Two time Grammy winner Ricky Kej speaks to us on the occasion of his third nomination

The musician is currently working on multiple film scores in the Malayalam film industry and Hollywood

author_img Raima Ganguly, Romal Laisram Published :  23rd December 2022 12:00 AM   |   Published :   |  23rd December 2022 12:00 AM

Ricky Kej

Bangalore based musician Ricky Kej has already won the Grammy twice- a feat many can only dream of, and has again been nominated for a third for his album Divine Tides. “After my 2015 Grammy for Winds of Samsara, I was really looking forward to a follow up album. Years went by since I was busy touring the world followed by the pandemic imposed restrictions. It was only in 2020 that I finally sat down to make some new music and eventually collaborated with The Police’s founder and drummer Stewart Copeland,” shares Ricky. The album brings together his music with his thoughts about the rapidly changing natural environment, and carries an essence of co-existence. Ricky shares with us his musical roots, his learnings and his current playlist. The musician is currently working on multiple film scores in the Malayalam film industry and Hollywood.


When did you realise music is your true passion?

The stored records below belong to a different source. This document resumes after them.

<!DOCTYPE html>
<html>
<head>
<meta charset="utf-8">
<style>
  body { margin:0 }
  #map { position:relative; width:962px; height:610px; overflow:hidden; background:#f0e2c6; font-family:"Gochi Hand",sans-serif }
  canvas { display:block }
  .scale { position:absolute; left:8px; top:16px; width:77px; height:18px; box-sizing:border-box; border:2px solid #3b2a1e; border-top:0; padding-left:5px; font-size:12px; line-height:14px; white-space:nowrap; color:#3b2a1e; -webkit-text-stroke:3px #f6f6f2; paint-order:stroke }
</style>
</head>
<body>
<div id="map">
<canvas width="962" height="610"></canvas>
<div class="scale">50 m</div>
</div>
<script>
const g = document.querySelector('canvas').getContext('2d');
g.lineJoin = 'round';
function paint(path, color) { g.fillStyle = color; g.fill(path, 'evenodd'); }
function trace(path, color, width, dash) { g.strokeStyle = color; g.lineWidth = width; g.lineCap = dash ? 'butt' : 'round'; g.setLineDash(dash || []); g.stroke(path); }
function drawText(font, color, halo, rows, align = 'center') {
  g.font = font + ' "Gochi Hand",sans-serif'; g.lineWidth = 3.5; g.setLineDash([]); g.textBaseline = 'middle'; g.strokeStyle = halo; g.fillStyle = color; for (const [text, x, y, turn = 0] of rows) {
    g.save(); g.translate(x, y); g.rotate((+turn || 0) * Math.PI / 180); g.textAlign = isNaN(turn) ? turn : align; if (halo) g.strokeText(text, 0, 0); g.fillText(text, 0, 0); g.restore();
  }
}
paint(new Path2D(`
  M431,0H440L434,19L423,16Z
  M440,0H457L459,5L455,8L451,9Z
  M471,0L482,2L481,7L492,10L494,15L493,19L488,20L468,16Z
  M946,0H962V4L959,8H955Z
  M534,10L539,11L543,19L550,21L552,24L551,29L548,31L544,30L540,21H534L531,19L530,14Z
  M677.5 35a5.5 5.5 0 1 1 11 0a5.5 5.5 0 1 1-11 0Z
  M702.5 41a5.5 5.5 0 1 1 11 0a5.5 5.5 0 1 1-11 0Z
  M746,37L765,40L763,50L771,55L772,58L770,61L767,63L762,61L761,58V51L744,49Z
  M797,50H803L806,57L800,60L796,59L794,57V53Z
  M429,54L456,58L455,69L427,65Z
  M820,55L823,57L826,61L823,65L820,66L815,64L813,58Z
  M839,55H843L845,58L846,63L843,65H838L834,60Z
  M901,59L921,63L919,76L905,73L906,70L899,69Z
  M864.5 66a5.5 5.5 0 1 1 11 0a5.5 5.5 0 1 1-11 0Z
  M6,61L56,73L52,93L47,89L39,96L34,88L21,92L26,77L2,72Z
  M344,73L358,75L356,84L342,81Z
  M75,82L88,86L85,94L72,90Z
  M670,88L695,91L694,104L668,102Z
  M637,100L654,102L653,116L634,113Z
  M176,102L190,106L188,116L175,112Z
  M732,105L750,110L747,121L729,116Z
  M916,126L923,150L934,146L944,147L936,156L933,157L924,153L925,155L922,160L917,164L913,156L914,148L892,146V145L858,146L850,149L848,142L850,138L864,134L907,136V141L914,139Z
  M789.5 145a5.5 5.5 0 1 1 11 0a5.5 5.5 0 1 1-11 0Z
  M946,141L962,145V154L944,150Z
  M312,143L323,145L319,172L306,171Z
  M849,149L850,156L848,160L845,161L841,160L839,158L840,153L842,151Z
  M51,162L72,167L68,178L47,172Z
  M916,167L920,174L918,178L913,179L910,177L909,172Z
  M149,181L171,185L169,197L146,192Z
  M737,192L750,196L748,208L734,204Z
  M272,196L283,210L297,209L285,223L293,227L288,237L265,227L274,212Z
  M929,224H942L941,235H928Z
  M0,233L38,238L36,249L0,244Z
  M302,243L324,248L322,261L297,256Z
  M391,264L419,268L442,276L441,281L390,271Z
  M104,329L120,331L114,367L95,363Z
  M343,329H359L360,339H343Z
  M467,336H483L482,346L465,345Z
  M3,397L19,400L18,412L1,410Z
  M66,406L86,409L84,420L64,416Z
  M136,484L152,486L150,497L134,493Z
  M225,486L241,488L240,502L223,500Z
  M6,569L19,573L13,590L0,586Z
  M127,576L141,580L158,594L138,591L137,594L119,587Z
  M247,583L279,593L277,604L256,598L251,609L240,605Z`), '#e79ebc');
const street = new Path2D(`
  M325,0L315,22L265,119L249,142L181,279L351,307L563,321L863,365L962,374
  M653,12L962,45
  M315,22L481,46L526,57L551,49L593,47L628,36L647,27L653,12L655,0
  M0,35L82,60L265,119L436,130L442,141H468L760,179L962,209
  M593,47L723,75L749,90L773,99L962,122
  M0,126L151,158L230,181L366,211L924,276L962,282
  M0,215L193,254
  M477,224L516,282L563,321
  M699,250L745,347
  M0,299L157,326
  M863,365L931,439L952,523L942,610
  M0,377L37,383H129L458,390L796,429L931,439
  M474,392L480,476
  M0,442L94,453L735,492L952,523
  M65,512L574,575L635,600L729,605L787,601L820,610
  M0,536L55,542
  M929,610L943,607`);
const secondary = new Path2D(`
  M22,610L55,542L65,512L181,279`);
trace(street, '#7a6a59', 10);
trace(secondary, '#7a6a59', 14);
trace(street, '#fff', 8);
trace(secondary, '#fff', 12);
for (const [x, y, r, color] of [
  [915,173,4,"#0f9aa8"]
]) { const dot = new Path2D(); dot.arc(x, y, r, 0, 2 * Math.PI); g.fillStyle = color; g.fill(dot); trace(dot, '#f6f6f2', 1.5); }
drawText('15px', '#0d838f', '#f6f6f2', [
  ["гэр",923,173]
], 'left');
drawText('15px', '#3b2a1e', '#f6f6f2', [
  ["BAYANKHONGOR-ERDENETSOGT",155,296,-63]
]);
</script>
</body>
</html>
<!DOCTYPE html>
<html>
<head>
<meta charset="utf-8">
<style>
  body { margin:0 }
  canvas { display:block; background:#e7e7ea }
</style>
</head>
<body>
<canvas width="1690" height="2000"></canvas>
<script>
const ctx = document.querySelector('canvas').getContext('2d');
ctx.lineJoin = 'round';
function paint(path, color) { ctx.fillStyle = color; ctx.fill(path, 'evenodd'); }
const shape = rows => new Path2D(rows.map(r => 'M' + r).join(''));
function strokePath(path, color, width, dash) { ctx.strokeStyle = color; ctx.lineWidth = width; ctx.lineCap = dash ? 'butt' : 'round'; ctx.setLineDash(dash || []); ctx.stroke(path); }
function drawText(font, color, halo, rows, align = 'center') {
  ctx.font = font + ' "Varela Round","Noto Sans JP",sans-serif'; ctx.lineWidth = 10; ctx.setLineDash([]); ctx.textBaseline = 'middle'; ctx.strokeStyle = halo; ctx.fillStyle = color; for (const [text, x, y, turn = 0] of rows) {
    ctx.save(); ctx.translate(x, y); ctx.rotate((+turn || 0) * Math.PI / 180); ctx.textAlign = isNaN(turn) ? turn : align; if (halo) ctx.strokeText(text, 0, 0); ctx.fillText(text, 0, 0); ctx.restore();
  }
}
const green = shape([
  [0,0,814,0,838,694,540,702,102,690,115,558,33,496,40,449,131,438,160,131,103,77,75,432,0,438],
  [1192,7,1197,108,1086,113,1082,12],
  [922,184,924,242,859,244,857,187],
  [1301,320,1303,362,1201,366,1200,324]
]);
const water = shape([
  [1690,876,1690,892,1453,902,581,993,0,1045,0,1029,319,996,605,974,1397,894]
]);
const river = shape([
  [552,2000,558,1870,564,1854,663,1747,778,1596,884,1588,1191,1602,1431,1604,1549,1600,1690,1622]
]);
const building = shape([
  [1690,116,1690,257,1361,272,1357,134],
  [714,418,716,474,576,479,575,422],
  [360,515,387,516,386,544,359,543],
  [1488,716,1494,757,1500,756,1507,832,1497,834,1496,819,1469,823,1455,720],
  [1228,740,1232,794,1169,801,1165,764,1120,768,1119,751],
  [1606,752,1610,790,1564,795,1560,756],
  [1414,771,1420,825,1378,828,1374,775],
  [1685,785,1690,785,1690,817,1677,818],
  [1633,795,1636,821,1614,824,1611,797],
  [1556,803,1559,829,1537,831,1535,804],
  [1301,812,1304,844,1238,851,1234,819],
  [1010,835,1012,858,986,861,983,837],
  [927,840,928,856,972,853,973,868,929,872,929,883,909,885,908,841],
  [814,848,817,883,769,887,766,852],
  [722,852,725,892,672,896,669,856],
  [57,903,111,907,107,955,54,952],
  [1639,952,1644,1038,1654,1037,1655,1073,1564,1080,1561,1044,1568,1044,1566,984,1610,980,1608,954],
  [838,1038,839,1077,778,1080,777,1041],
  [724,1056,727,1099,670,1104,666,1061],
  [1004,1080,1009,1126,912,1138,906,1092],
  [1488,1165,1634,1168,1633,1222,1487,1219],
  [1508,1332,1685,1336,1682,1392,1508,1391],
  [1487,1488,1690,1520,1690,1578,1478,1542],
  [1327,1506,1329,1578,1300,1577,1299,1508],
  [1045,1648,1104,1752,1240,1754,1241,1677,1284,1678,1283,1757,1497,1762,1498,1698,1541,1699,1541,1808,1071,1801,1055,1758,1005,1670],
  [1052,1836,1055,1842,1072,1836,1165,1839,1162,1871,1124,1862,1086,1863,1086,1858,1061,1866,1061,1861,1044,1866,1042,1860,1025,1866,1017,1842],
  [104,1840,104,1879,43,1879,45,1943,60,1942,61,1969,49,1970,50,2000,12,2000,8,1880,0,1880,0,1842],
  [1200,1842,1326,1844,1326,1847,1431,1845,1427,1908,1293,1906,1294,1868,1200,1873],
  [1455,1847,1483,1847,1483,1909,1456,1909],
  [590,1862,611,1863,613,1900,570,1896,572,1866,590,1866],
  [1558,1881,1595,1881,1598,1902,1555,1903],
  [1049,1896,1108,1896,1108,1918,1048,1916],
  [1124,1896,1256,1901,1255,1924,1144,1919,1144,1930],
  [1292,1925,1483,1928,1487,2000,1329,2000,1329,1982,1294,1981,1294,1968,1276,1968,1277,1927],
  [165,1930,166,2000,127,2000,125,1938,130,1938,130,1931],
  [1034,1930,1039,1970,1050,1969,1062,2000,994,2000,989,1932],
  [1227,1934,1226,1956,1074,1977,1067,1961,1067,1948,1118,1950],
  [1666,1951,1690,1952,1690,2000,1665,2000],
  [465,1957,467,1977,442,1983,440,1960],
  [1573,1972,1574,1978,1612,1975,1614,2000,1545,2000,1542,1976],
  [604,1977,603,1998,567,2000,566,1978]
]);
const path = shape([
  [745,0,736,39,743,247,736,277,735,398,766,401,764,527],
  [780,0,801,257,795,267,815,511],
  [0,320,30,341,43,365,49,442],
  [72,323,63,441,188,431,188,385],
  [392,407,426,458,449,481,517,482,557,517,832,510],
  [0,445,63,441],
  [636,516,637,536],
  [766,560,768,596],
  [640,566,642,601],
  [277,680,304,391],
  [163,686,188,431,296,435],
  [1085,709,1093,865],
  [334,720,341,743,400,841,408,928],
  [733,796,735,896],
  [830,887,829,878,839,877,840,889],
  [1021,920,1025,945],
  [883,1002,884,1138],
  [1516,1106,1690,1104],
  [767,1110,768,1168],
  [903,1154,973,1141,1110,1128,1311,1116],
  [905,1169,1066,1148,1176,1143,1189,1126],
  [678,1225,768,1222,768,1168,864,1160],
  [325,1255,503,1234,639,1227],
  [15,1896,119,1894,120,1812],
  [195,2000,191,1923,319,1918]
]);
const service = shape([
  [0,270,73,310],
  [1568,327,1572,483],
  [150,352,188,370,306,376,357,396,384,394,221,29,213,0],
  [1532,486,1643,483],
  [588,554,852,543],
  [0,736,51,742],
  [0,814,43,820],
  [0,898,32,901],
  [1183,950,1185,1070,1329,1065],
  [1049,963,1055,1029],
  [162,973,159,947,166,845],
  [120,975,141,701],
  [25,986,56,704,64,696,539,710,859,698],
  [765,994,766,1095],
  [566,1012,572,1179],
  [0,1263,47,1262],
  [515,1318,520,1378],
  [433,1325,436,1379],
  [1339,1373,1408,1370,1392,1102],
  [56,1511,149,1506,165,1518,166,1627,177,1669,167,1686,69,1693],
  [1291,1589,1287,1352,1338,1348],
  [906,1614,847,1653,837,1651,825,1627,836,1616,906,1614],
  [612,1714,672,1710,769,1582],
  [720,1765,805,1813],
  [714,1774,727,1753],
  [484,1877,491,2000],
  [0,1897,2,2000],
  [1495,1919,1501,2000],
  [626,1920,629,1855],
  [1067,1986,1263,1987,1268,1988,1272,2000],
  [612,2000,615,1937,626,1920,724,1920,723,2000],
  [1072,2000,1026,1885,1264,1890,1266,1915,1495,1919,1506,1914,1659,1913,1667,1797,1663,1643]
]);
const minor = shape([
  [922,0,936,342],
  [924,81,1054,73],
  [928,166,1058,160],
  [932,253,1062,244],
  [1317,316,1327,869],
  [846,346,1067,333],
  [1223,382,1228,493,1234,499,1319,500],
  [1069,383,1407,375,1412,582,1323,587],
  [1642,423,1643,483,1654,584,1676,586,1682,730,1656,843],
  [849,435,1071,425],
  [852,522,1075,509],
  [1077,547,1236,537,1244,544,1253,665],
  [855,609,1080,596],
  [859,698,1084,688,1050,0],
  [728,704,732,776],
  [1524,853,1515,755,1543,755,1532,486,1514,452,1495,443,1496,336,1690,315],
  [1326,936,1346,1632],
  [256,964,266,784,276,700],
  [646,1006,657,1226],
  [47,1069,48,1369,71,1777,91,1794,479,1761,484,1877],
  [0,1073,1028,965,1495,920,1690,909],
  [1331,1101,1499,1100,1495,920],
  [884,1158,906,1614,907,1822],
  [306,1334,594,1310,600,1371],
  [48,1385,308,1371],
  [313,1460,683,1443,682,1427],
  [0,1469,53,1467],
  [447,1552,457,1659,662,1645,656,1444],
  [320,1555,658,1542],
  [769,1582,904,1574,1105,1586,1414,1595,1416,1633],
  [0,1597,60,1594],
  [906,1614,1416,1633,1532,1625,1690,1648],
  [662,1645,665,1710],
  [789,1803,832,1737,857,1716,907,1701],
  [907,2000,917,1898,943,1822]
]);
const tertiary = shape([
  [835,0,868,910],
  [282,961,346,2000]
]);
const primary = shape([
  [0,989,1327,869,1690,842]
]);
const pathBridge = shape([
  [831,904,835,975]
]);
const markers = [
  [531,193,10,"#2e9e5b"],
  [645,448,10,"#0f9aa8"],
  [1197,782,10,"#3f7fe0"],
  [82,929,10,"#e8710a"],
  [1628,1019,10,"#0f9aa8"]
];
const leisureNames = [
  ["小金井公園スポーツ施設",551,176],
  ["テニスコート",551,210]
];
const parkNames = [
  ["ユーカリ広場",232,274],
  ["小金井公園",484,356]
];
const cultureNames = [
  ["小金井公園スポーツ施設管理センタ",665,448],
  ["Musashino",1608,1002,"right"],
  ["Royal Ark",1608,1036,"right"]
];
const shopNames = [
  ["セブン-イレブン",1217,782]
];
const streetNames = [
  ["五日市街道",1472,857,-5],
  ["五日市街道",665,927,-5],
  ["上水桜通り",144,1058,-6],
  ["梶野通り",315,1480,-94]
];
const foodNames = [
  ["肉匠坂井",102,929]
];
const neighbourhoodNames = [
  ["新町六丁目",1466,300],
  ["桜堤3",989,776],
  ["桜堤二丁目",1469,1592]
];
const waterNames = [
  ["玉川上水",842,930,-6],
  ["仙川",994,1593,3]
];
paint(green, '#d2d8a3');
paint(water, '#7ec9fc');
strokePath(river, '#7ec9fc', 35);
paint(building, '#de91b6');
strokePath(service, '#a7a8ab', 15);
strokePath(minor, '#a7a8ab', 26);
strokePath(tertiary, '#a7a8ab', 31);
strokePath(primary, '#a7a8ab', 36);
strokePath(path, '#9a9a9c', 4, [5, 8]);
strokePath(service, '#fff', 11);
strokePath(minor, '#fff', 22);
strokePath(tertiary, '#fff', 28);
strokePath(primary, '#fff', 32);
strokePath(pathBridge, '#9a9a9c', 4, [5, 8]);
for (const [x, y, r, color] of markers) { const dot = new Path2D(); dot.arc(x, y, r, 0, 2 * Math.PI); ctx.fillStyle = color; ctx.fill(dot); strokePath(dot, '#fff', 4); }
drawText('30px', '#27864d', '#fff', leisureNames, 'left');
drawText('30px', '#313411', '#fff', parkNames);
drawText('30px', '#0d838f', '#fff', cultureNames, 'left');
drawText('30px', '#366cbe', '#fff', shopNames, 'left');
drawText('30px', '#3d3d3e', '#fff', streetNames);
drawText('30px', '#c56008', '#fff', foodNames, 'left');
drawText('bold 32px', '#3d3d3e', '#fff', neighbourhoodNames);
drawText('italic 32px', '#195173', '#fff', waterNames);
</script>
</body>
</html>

I think I have always been a musician, from the moment I first understood music. I owe it to my father since he had a huge collection of LPs, track cartridges and cassettes that not only ranged through Western Pop Artists but a lot of seemingly obscure music from different parts of the world such as Africa, Korea, Japan, South East Asia, Russia, South America and Europe. I had a knack to understand the instruments used in each of these pieces and spend long hours listening to them in the process. That is how somewhere I developed a passion for music. I started off as a self-taught musician who took up formal lessons much later in his life.


How has the journey been from being a part of a progressive rock band based out of Bangalore to being nominated at The Grammys for a third time?


I was just 19 when I began my career as a musician with a Bangalore based band called Angel Dust. I was with them for a little under two years and happened to be the second youngest member of the ensemble. I never travelled outside Bangalore until I became a part of the band and hence the entire experience made me more responsible and disciplined. Immediately after this stint I started doing commercials from television and radio and have completed almost 3500 commercials so far. Soon after quitting Angel Dust I was also signed by an USA based label, and my music was being distributed by the legendary Universal Music. This was followed by multiple other labels which eventually won me my first Grammy in 2015. It’s been quite a journey.


How does it feel to represent your roots globally at the Grammy and what are some of your learnings?


Unlike any other music award given out by a particular country, The Grammys acknowledge musicians from all across the world which makes it the Olympics of music in a way. One thing that I realised is Indians are still confused when it comes to representation on an international level as they feel it is crucial for them to sing in English in order to do so. I think the actual ones who have broken cultural barriers are Classical musicians like Ravi Shankar, Ustad Alla Rakha, Ustad Akbar Ali Khan and Anoushka Shankar to name a few. It is important to note that even when popular artists are performing abroad the audiences they attract are mainly constituted by the Indian diaspora while classical musicians performing abroad actually break cultural barriers by bringing the music of our roots to a global stage for a global audience.


What artists and instruments are a constant on your playlist?


Ravi Shankar’s music pieces are a constant on my playlist as I keep going back to especially when I am travelling. I also am extremely fond of Hans Zimmer and some alternative rock bands from the 90s such as Green Day. I also have some heavy metal on my playlist by ensembles like Metallica, Pantera, Sepultura, Slayer and Anthrax. When it comes to instruments I particularly like the ones that have a strong personality such as the Sitar, flute, Veena and Tabla in addition to the Dan Bau, a monochord from Vietnam, Native American and Chinese flutes.